## News Articles Entity Extraction and Classification with Google AutoML Natural Language API

### Introduction

A common problem faced by many Media and News companies is the ability to, in a timely manner, extract useful metada from news articles to (1) help classify them on internal repositories and (2) enable a better search positioning by adding more data to SEO configuration.

In this tutorial we gonna go through an step by step of how to perform the following tasks using Google AutoML:
- analyze one news article and get all entities from that article
- classify this article according to its type - science, arts, sports, etc
- as a reference for Portuguese speakers, this exercise will also consider translating things from English to Portuguese when appropriate

For this simple prototype, a hardcoded text is being used. But this can be used as base for an API that can digest Cloud Storage files, runtime text information, web crawlers data, etc.

**It is important reinforce:** all those results are possible to be generated with agility and high confidence without the need of manually training, optimizing and testing machine learning models or writing machine learning code - which increases drastically the time to market of generated solutions.

A reference of all built-in classifications available on AutoML can be found at: https://cloud.google.com/natural-language/docs/categories

### How does AutoML Natural Language API work?

AutoML is a managed service available at Google Cloud where training data and machine learning models are created, curated and managed by Google and customers only need to run predictions/inferences against the available API.

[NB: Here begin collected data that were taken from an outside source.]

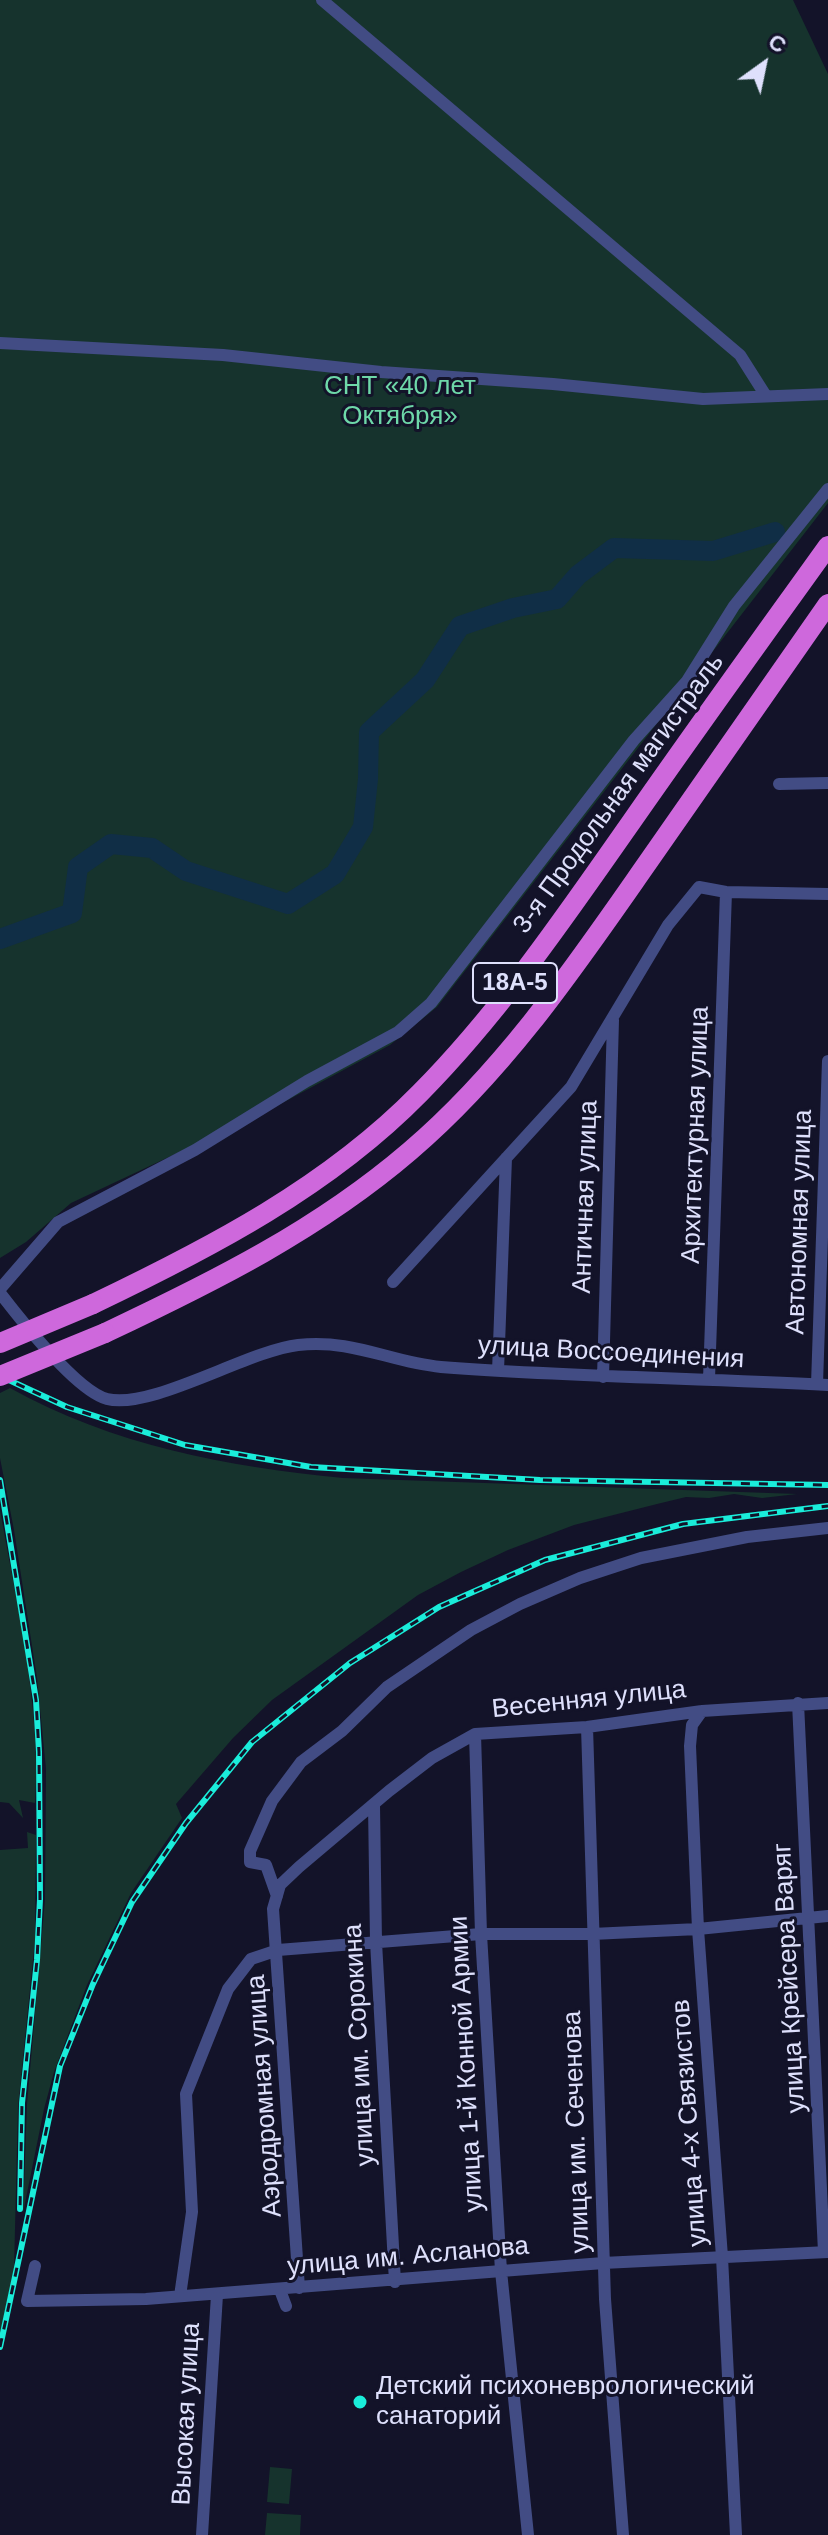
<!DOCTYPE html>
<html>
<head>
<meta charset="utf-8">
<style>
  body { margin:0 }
  #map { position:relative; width:828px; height:2535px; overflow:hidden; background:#131329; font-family:Arial,sans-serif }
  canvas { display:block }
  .north { position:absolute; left:724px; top:24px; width:80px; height:80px; -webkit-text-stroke:6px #131329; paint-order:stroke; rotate:33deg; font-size:22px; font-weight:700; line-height:32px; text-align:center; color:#dee0fc }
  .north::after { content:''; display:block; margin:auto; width:28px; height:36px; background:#dee0fc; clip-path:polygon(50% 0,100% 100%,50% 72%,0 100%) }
</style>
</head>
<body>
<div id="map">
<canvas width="828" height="2535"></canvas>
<div class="north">С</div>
</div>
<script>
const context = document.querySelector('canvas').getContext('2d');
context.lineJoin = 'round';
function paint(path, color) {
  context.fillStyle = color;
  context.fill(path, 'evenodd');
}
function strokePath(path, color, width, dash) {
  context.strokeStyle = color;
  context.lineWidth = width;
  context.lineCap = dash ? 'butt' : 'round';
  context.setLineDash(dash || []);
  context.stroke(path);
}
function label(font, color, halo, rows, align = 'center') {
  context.font = font + ' Arial,sans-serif';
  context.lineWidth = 6;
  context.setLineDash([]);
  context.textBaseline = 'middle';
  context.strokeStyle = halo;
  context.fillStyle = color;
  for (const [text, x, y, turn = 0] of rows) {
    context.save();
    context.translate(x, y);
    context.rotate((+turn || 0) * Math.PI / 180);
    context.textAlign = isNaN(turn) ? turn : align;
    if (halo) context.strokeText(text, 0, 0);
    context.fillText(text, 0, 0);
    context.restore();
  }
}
paint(new Path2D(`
  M0 0H793L828 74V503L437 1007 390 1045 273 1108 71 1203 26 1242 0 1258Z
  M10 1388C112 1445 228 1467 343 1478L797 1494 762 1498 734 1494 709 1498 686 1497 657 1504 574 1525 508 1550 461 1572 418 1595 272 1700 233 1738 176 1804 182 1818 131 1893 87 1985 54 2072 44 2109 23 2213 27 2104 45 1900 46 1769 37 1678 14 1530 0 1458V1393Z
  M0 1510C16 1600 42 1712 35 1803L19 1800 23 1818 9 1803 0 1802Z
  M27 1832 36 1835 35 1940 18 2107 14 2269 0 2334V1850L28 1848Z
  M270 2467 292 2469 289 2504 267 2502Z
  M267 2513 301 2515 300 2535H265Z`), '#16332d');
strokePath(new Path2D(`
  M0 939 72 913 78 867 111 844 152 848 186 871 288 904 335 874 363 827 368 779 369 732 425 680 460 626 513 608 557 599 578 575 614 548 713 551 775 532`), '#102e46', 20);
strokePath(new Path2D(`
  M322 0 740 355 766 396
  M0 343 223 355 381 372 553 384 703 399 828 394
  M779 784 828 783
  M393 1282 571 1087 668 925 699 887 726 892 828 894
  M0 1289 58 1222 195 1150 307 1081 398 1032 431 1003 634 740 687 681 734 606 828 489
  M0 1293C20 1319 77 1391 107 1399 152 1410 247 1351 298 1345 354 1339 389 1362 441 1367 570 1377 699 1378 828 1385
  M498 1371 506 1158
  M603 1377 613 1020
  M709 1379 726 892
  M817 1384 828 1061
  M798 1703 824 2252
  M702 1711 692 1725 690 1746 698 1929 722 2257 736 2535
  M587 1727 605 2299 623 2535
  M475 1734 481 1934 501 2271 528 2535
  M374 1805 376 1942 395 2282
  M277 1896 266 1865 250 1862V1851L272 1801 301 1762 342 1731 387 1687 471 1630 520 1604 580 1578 641 1558 747 1537 828 1528
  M35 2266 27 2301 146 2299 603 2263 828 2252
  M299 2288 273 1909 280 1885 299 1867 389 1791 432 1758 475 1734 587 1727 702 1711 828 1703
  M280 2290 286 2306
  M180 2296 192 2212 186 2094 228 1989 251 1959 278 1950 481 1934H592L698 1929 828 1916
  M202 2535 217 2295`), '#424c84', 12);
strokePath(new Path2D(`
  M93 1304C210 1248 328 1187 420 1093 501 1011 566 915 632 821 696 729 762 638 828 546
  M105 1333C213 1282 318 1230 410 1151 506 1069 576 965 648 862 708 776 768 690 828 604`), '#ce68dc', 20);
const rail = new Path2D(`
  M0 1376 67 1407 185 1445 311 1467 540 1480 828 1485
  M0 1480 36 1700 39 1752 40 1899 37 1960 22 2103 20 2209
  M0 2347 60 2066 93 1984 132 1902 186 1823 252 1742 350 1663 439 1607 545 1560 683 1524 828 1506`);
strokePath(rail, '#1aedda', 6);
strokePath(rail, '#131329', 3, [9]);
strokePath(new Path2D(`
  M0 1343 93 1304
  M0 1376 105 1333`), '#ce68dc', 20);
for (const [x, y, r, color] of [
  [360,2402,8,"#1aedda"]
]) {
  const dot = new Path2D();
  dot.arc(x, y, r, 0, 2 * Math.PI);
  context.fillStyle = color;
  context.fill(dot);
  strokePath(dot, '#131329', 3);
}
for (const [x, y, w] of [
  [515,983,84]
]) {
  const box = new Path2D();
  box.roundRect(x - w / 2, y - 20, w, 40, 6);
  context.fillStyle = '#131329';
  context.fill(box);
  strokePath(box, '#dee0fc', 2);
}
label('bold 24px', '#dee0fc', null, [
  ["18А-5",515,983]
]);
label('26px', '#6ed8a9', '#131329', [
  ["СНТ «40 лет",400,387],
  ["Октября»",400,417]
]);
label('26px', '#dee0fc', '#131329', [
  ["3-я Продольная магистраль",619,794,-54],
  ["Архитектурная улица",696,1135,-88],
  ["Античная улица",586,1197,-88],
  ["Автономная улица",800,1222,-88],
  ["улица Воссоединения",611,1353,3],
  ["Весенняя улица",589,1700,-6],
  ["улица Крейсера Варяг",790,1978,-93],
  ["улица им. Сорокина",360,2045,-93],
  ["улица 1-й Конной Армии",467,2064,-93],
  ["Аэродромная улица",265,2096,-94],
  ["улица 4-х Связистов",690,2123,-94],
  ["улица им. Сеченова",577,2132,-92],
  ["улица им. Асланова",408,2257,-5],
  ["Высокая улица",187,2414,-87]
]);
label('26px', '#dee0fc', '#131329', [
  ["Детский психоневрологический",376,2387],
  ["санаторий",376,2417]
], 'left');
</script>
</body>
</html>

As an example, you can go to https://cloud.google.com/natural-language and check the live demo where you add the sample text "Google, headquartered in Mountain View (1600 Amphitheatre Pkwy, Mountain View, CA 940430), unveiled the new Android phone for $799 at the Consumer Electronic Show. Sundar Pichai said in his keynote that users love their new Android phones", click analyze and see the following results. First for the entities extraction:

![AutoML generated entities](./images/automl-entities.png)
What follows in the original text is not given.